Female Festive Costume

Bogoslovshchina, Mikhailov District, Ryazan Gubernia. Mid-19th century

Headdress  ‑ Horned Kichka
Fabric, spangles, passementerie, silk, beads, gold embroidery on cardboard

Pozatylen (back part of a headdress)
Fabric, red calico, silk, passementerie, wool thread, metal thread, spangles, beads, embroidery, stringing

Silk, beads, passementerie, cotton and hemp fabric, stringing

Floss Balls
Swansdown, silk ribbons

Braid (Snur)
Hemp, wool, beads, cotton fabric, stringing

Flax and cotton threads, weaving, lace

Wool, flax, passementerie, spangles

Zheltik, Nasov (outerwear)
Wool, weaving, ribbons, braid

Pushki are the floss balls of goose or swan down that adorned headdresses in Ryazan, Tambov and Tula Gubernias, as well as in other parts of Russia, hanging down by the temples and cheeks.

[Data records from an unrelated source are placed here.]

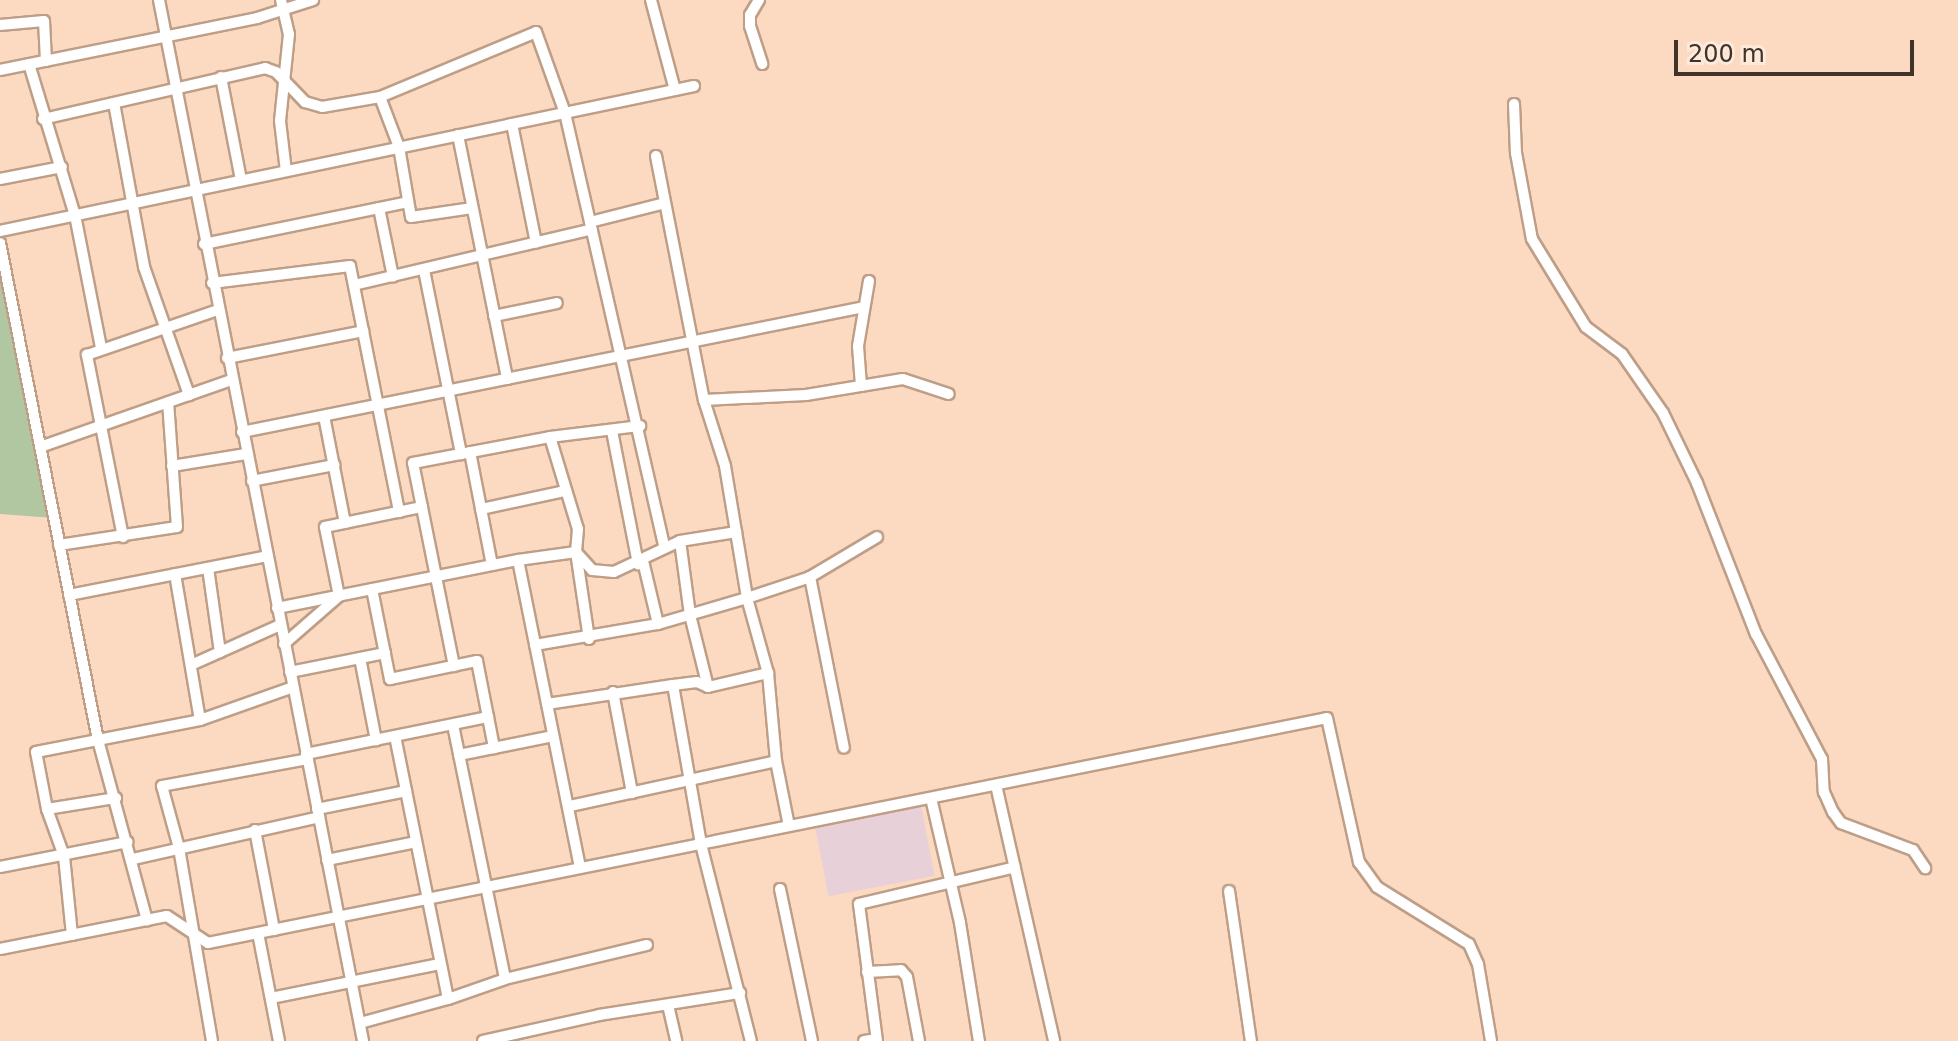 <!DOCTYPE html>
<style>
body{margin:0}
#map{position:relative;width:1958px;height:1041px;overflow:hidden;background:#fbdac1;font-family:"DejaVu Sans",sans-serif}
div>[style]{position:absolute}
[style*='--x']{left:calc(var(--x)*1px);top:calc(var(--y)*1px);width:calc(var(--w)*1px);rotate:calc(var(--a)*1deg)}
.education>*{inset:0;background:#e8d0d9;transform-origin:0 0}
.green>*{inset:0;background:#b1c7a1}
.roads{filter:drop-shadow(2px 0 #be9e87) drop-shadow(-2px 0 #be9e87) drop-shadow(0 2px #be9e87) drop-shadow(0 -2px #be9e87)}
.minor>*{height:10px;margin:-5px;padding:0 5px;transform-origin:5px;border-radius:5px;background:#fff}
span{translate:-50% -50%;white-space:nowrap;text-align:center;line-height:1.15;-webkit-text-stroke:7px #feeadb;paint-order:stroke}
.scale{position:absolute;left:1674px;top:40px;width:240px;height:36px;box-sizing:border-box;border:4px solid #40332a;border-top:0;padding-left:10px;font-size:24px;line-height:28px;white-space:nowrap;color:#40332a;-webkit-text-stroke:6px #feeadb;paint-order:stroke}
</style>
<div id="map">
<div class="education">
<div style="left:921px;top:806px;width:71px;height:108px;rotate:79deg"></div>
</div>
<div class="green">
<div style="clip-path:polygon(0 243px,54px 518px,0 514px)"></div>
</div>
<div class="roads">
<div class="minor">
<div style="--x:159;--y:0;--w:1061;--a:78.91"></div>
<div style="--x:281;--y:0;--w:35;--a:77"></div>
<div style="--x:289;--y:34;--w:87;--a:95.9"></div>
<div style="--x:280;--y:121;--w:50;--a:83.2"></div>
<div style="--x:651;--y:0;--w:93;--a:75.1"></div>
<div style="--x:759;--y:0;--w:17;--a:121"></div>
<div style="--x:750;--y:15;--w:11;--a:90"></div>
<div style="--x:750;--y:26;--w:40;--a:72"></div>
<div style="--x:0;--y:25;--w:44;--a:-5.2"></div>
<div style="--x:44;--y:21;--w:40;--a:87.1"></div>
<div style="--x:29;--y:64;--w:158;--a:73.1"></div>
<div style="--x:75;--y:215;--w:136;--a:78.9"></div>
<div style="--x:0;--y:70;--w:262;--a:-11.4"></div>
<div style="--x:257;--y:18;--w:59;--a:-17.8"></div>
<div style="--x:221;--y:77;--w:105;--a:79"></div>
<div style="--x:380;--y:97;--w:53;--a:69.2"></div>
<div style="--x:399;--y:147;--w:71;--a:80.3"></div>
<div style="--x:411;--y:217;--w:62;--a:-8.4"></div>
<div style="--x:114;--y:103;--w:167;--a:79.6"></div>
<div style="--x:144;--y:267;--w:136;--a:70.6"></div>
<div style="--x:1514;--y:104;--w:49;--a:87.7"></div>
<div style="--x:1516;--y:153;--w:87;--a:79.5"></div>
<div style="--x:1532;--y:239;--w:103;--a:58.5"></div>
<div style="--x:1586;--y:327;--w:45;--a:36.9"></div>
<div style="--x:1622;--y:354;--w:72;--a:55.2"></div>
<div style="--x:1663;--y:413;--w:78;--a:64.1"></div>
<div style="--x:1697;--y:483;--w:162;--a:68.7"></div>
<div style="--x:1756;--y:634;--w:141;--a:62.2"></div>
<div style="--x:1822;--y:759;--w:33;--a:87"></div>
<div style="--x:1824;--y:792;--w:22;--a:66"></div>
<div style="--x:1833;--y:812;--w:14;--a:54"></div>
<div style="--x:1841;--y:823;--w:77;--a:20.6"></div>
<div style="--x:1913;--y:850;--w:22;--a:56"></div>
<div style="--x:43;--y:119;--w:228;--a:-12.9"></div>
<div style="--x:265;--y:68;--w:12;--a:20"></div>
<div style="--x:276;--y:72;--w:42;--a:46"></div>
<div style="--x:305;--y:102;--w:18;--a:16"></div>
<div style="--x:322;--y:107;--w:59;--a:-9.8"></div>
<div style="--x:380;--y:97;--w:169;--a:-22.6"></div>
<div style="--x:536;--y:32;--w:86;--a:70.3"></div>
<div style="--x:565;--y:113;--w:446;--a:77.1"></div>
<div style="--x:512;--y:124;--w:121;--a:78.6"></div>
<div style="--x:458;--y:135;--w:249;--a:78.6"></div>
<div style="--x:656;--y:156;--w:249;--a:78.9"></div>
<div style="--x:704;--y:400;--w:69;--a:72.3"></div>
<div style="--x:725;--y:466;--w:134;--a:80.5"></div>
<div style="--x:747;--y:598;--w:78;--a:74.4"></div>
<div style="--x:768;--y:673;--w:88;--a:84.8"></div>
<div style="--x:776;--y:761;--w:66;--a:78.7"></div>
<div style="--x:0;--y:179;--w:63;--a:-11"></div>
<div style="--x:379;--y:208;--w:70;--a:78.5"></div>
<div style="--x:590;--y:222;--w:77;--a:-14.2"></div>
<div style="--x:0;--y:231;--w:709;--a:-11.8"></div>
<div style="--x:0;--y:243;--w:507;--a:78.85"></div>
<div style="--x:98;--y:740;--w:187;--a:74.8"></div>
<div style="--x:204;--y:244;--w:208;--a:-11.6"></div>
<div style="--x:424;--y:270;--w:188;--a:78.6"></div>
<div style="--x:212;--y:283;--w:139;--a:-7"></div>
<div style="--x:350;--y:266;--w:251;--a:78.7"></div>
<div style="--x:354;--y:285;--w:244;--a:-13.2"></div>
<div style="--x:494;--y:316;--w:64;--a:-11.7"></div>
<div style="--x:227;--y:358;--w:139;--a:-11.2"></div>
<div style="--x:861;--y:386;--w:40;--a:-94.3"></div>
<div style="--x:858;--y:346;--w:66;--a:-80.4"></div>
<div style="--x:704;--y:400;--w:102;--a:-2.8"></div>
<div style="--x:806;--y:395;--w:98;--a:-9.4"></div>
<div style="--x:903;--y:379;--w:48;--a:18.1"></div>
<div style="--x:324;--y:416;--w:109;--a:78.9"></div>
<div style="--x:612;--y:431;--w:136;--a:78.9"></div>
<div style="--x:242;--y:432;--w:634;--a:-11.36"></div>
<div style="--x:550;--y:437;--w:96;--a:73.1"></div>
<div style="--x:578;--y:529;--w:23;--a:95"></div>
<div style="--x:576;--y:552;--w:88;--a:81.5"></div>
<div style="--x:40;--y:447;--w:202;--a:-19.3"></div>
<div style="--x:470;--y:452;--w:115;--a:79"></div>
<div style="--x:172;--y:466;--w:75;--a:-9.2"></div>
<div style="--x:252;--y:481;--w:84;--a:-11"></div>
<div style="--x:481;--y:509;--w:86;--a:-12.1"></div>
<div style="--x:123;--y:537;--w:186;--a:-101.2"></div>
<div style="--x:87;--y:355;--w:139;--a:-19"></div>
<div style="--x:680;--y:541;--w:75;--a:82.3"></div>
<div style="--x:690;--y:615;--w:74;--a:76"></div>
<div style="--x:59;--y:545;--w:119;--a:-8.7"></div>
<div style="--x:177;--y:527;--w:125;--a:-94.1"></div>
<div style="--x:518;--y:560;--w:314;--a:78.6"></div>
<div style="--x:643;--y:561;--w:65;--a:76.6"></div>
<div style="--x:208;--y:568;--w:85;--a:81.9"></div>
<div style="--x:175;--y:574;--w:148;--a:80.3"></div>
<div style="--x:810;--y:577;--w:174;--a:78.8"></div>
<div style="--x:372;--y:589;--w:92;--a:78.7"></div>
<div style="--x:390;--y:679;--w:89;--a:-11.7"></div>
<div style="--x:477;--y:661;--w:89;--a:78.9"></div>
<div style="--x:69;--y:595;--w:202;--a:-11.1"></div>
<div style="--x:277;--y:608;--w:246;--a:-11.3"></div>
<div style="--x:518;--y:560;--w:59;--a:-7.9"></div>
<div style="--x:576;--y:552;--w:24;--a:48"></div>
<div style="--x:592;--y:570;--w:22;--a:5"></div>
<div style="--x:614;--y:572;--w:73;--a:-25.2"></div>
<div style="--x:680;--y:541;--w:57;--a:-9.1"></div>
<div style="--x:284;--y:644;--w:73;--a:-41.1"></div>
<div style="--x:339;--y:596;--w:70;--a:-101.5"></div>
<div style="--x:325;--y:527;--w:99;--a:-11.7"></div>
<div style="--x:535;--y:645;--w:125;--a:-9.7"></div>
<div style="--x:658;--y:624;--w:93;--a:-16.3"></div>
<div style="--x:747;--y:598;--w:66;--a:-18.4"></div>
<div style="--x:810;--y:577;--w:78;--a:-30.8"></div>
<div style="--x:360;--y:658;--w:84;--a:79"></div>
<div style="--x:191;--y:665;--w:98;--a:-24.2"></div>
<div style="--x:454;--y:666;--w:207;--a:-101.4"></div>
<div style="--x:413;--y:463;--w:139;--a:-10.7"></div>
<div style="--x:550;--y:437;--w:91;--a:-7"></div>
<div style="--x:290;--y:672;--w:97;--a:-11.3"></div>
<div style="--x:673;--y:685;--w:24;--a:-7"></div>
<div style="--x:697;--y:682;--w:12;--a:24"></div>
<div style="--x:708;--y:687;--w:62;--a:-13.1"></div>
<div style="--x:613;--y:692;--w:103;--a:79.3"></div>
<div style="--x:547;--y:704;--w:127;--a:-8.6"></div>
<div style="--x:673;--y:685;--w:161;--a:80"></div>
<div style="--x:701;--y:844;--w:203;--a:75.8"></div>
<div style="--x:453;--y:725;--w:259;--a:78.4"></div>
<div style="--x:395;--y:736;--w:268;--a:78.6"></div>
<div style="--x:306;--y:754;--w:186;--a:-11.5"></div>
<div style="--x:459;--y:755;--w:96;--a:-11.4"></div>
<div style="--x:996;--y:785;--w:262;--a:77.2"></div>
<div style="--x:931;--y:798;--w:128;--a:76.9"></div>
<div style="--x:960;--y:923;--w:120;--a:80.9"></div>
<div style="--x:570;--y:806;--w:211;--a:-12.3"></div>
<div style="--x:47;--y:809;--w:70;--a:-9.1"></div>
<div style="--x:317;--y:809;--w:91;--a:-11.4"></div>
<div style="--x:255;--y:830;--w:102;--a:79.2"></div>
<div style="--x:133;--y:859;--w:191;--a:-12.7"></div>
<div style="--x:327;--y:860;--w:91;--a:-11.4"></div>
<div style="--x:0;--y:867;--w:130;--a:-11.1"></div>
<div style="--x:780;--y:889;--w:155;--a:78.1"></div>
<div style="--x:1229;--y:891;--w:152;--a:81.7"></div>
<div style="--x:258;--y:933;--w:110;--a:79"></div>
<div style="--x:72;--y:935;--w:79;--a:-95.8"></div>
<div style="--x:64;--y:856;--w:50;--a:-109.9"></div>
<div style="--x:47;--y:809;--w:58;--a:-100.9"></div>
<div style="--x:36;--y:752;--w:167;--a:-11"></div>
<div style="--x:200;--y:720;--w:99;--a:-19.5"></div>
<div style="--x:0;--y:949;--w:170;--a:-11.2"></div>
<div style="--x:167;--y:916;--w:49;--a:33.4"></div>
<div style="--x:208;--y:943;--w:1141;--a:-11.37"></div>
<div style="--x:1327;--y:718;--w:148;--a:77.5"></div>
<div style="--x:1359;--y:862;--w:31;--a:54"></div>
<div style="--x:1377;--y:887;--w:108;--a:31.8"></div>
<div style="--x:1469;--y:944;--w:22;--a:66"></div>
<div style="--x:1478;--y:964;--w:78;--a:80.4"></div>
<div style="--x:867;--y:972;--w:34;--a:-3"></div>
<div style="--x:901;--y:970;--w:9;--a:49"></div>
<div style="--x:907;--y:977;--w:65;--a:79.4"></div>
<div style="--x:271;--y:998;--w:172;--a:-11.4"></div>
<div style="--x:668;--y:1005;--w:37;--a:77"></div>
<div style="--x:360;--y:1023;--w:91;--a:-15.3"></div>
<div style="--x:448;--y:999;--w:60;--a:-19.3"></div>
<div style="--x:505;--y:979;--w:146;--a:-13.5"></div>
<div style="--x:212;--y:1041;--w:196;--a:-99.7"></div>
<div style="--x:179;--y:848;--w:64;--a:-105.3"></div>
<div style="--x:162;--y:786;--w:147;--a:-10.5"></div>
<div style="--x:483;--y:1041;--w:119;--a:-12.6"></div>
<div style="--x:599;--y:1015;--w:143;--a:-8.9"></div>
<div style="--x:864;--y:1041;--w:12;--a:-9"></div>
<div style="--x:877;--y:1041;--w:138;--a:-97.5"></div>
<div style="--x:859;--y:904;--w:160;--a:-13.3"></div>
</div>
</div>
<div class="scale">200 m</div>
</div>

In the 17th century, Russian tsarinas wore a kika (kichka) headdress, decorated with diamonds, sapphires and emeralds. Strings of precious stones and pearls were suspended along the edge of the front of the kika, and ryasnas hung down close to the ears. P. I. Savvaitov compared these headdresses to the headwear of his contemporaries in the 1850s: “In some remote places, where the old customs are still observed, the peasants, and even the townspeople, can be seen wearing headdresses to this very day. These are sometimes horned, covered with braid and decorated with a variety of embroidery and beads. Those of the rich old women are even decorated with pearls and precious stones. This headwear is called a kichka in some places and a kokoshnik or soroka in others”. (Savvaitov 1896, 55–56).